■ Instructions to follow
Could you print all the entries exactly?

■ Data supplied
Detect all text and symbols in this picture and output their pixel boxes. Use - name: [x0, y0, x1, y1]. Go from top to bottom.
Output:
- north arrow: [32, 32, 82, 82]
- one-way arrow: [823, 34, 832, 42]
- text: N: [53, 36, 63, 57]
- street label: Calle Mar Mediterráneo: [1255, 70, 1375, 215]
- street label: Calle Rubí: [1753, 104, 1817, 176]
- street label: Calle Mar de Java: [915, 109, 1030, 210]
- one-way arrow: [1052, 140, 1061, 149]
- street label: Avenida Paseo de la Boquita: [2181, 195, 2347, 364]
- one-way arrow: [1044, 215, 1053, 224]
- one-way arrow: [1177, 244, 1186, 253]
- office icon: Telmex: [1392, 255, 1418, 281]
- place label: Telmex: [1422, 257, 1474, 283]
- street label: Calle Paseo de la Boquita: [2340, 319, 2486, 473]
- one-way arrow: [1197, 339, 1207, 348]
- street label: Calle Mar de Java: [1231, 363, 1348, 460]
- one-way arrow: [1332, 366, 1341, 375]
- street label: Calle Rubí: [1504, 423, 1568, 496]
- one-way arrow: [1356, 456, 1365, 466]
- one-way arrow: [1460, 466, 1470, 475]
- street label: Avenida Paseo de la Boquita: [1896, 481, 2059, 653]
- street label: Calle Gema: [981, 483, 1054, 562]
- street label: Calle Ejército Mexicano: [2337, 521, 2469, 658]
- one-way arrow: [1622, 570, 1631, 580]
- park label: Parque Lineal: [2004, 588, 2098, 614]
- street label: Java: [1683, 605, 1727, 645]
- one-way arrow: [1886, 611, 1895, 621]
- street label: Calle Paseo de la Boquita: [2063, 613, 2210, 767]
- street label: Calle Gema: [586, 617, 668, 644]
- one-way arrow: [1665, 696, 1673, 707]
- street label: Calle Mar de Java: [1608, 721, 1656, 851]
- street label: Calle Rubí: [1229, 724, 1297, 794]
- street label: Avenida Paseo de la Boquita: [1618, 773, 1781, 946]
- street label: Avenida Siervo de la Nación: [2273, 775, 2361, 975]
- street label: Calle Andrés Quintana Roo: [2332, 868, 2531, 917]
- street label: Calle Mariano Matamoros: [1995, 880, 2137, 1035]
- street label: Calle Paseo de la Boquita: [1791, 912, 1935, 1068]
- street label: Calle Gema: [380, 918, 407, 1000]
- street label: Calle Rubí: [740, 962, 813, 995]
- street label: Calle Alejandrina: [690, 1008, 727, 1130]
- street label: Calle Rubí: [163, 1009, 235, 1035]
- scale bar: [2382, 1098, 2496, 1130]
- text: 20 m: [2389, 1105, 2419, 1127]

■ Worked solution
Detect all text and symbols in this picture and output their pixel boxes. Use - name: [x0, y0, x1, y1]. Go from top to bottom.
Output:
- north arrow: [32, 32, 82, 82]
- one-way arrow: [823, 34, 832, 42]
- text: N: [53, 36, 63, 57]
- street label: Calle Mar Mediterráneo: [1255, 70, 1375, 215]
- street label: Calle Rubí: [1753, 104, 1817, 176]
- street label: Calle Mar de Java: [915, 109, 1030, 210]
- one-way arrow: [1052, 140, 1061, 149]
- street label: Avenida Paseo de la Boquita: [2181, 195, 2347, 364]
- one-way arrow: [1044, 215, 1053, 224]
- one-way arrow: [1177, 244, 1186, 253]
- office icon: Telmex: [1392, 255, 1418, 281]
- place label: Telmex: [1422, 257, 1474, 283]
- street label: Calle Paseo de la Boquita: [2340, 319, 2486, 473]
- one-way arrow: [1197, 339, 1207, 348]
- street label: Calle Mar de Java: [1231, 363, 1348, 460]
- one-way arrow: [1332, 366, 1341, 375]
- street label: Calle Rubí: [1504, 423, 1568, 496]
- one-way arrow: [1356, 456, 1365, 466]
- one-way arrow: [1460, 466, 1470, 475]
- street label: Avenida Paseo de la Boquita: [1896, 481, 2059, 653]
- street label: Calle Gema: [981, 483, 1054, 562]
- street label: Calle Ejército Mexicano: [2337, 521, 2469, 658]
- one-way arrow: [1622, 570, 1631, 580]
- park label: Parque Lineal: [2004, 588, 2098, 614]
- street label: Java: [1683, 605, 1727, 645]
- one-way arrow: [1886, 611, 1895, 621]
- street label: Calle Paseo de la Boquita: [2063, 613, 2210, 767]
- street label: Calle Gema: [586, 617, 668, 644]
- one-way arrow: [1665, 696, 1673, 707]
- street label: Calle Mar de Java: [1608, 721, 1656, 851]
- street label: Calle Rubí: [1229, 724, 1297, 794]
- street label: Avenida Paseo de la Boquita: [1618, 773, 1781, 946]
- street label: Avenida Siervo de la Nación: [2273, 775, 2361, 975]
- street label: Calle Andrés Quintana Roo: [2332, 868, 2531, 917]
- street label: Calle Mariano Matamoros: [1995, 880, 2137, 1035]
- street label: Calle Paseo de la Boquita: [1791, 912, 1935, 1068]
- street label: Calle Gema: [380, 918, 407, 1000]
- street label: Calle Rubí: [740, 962, 813, 995]
- street label: Calle Alejandrina: [690, 1008, 727, 1130]
- street label: Calle Rubí: [163, 1009, 235, 1035]
- scale bar: [2382, 1098, 2496, 1130]
- text: 20 m: [2389, 1105, 2419, 1127]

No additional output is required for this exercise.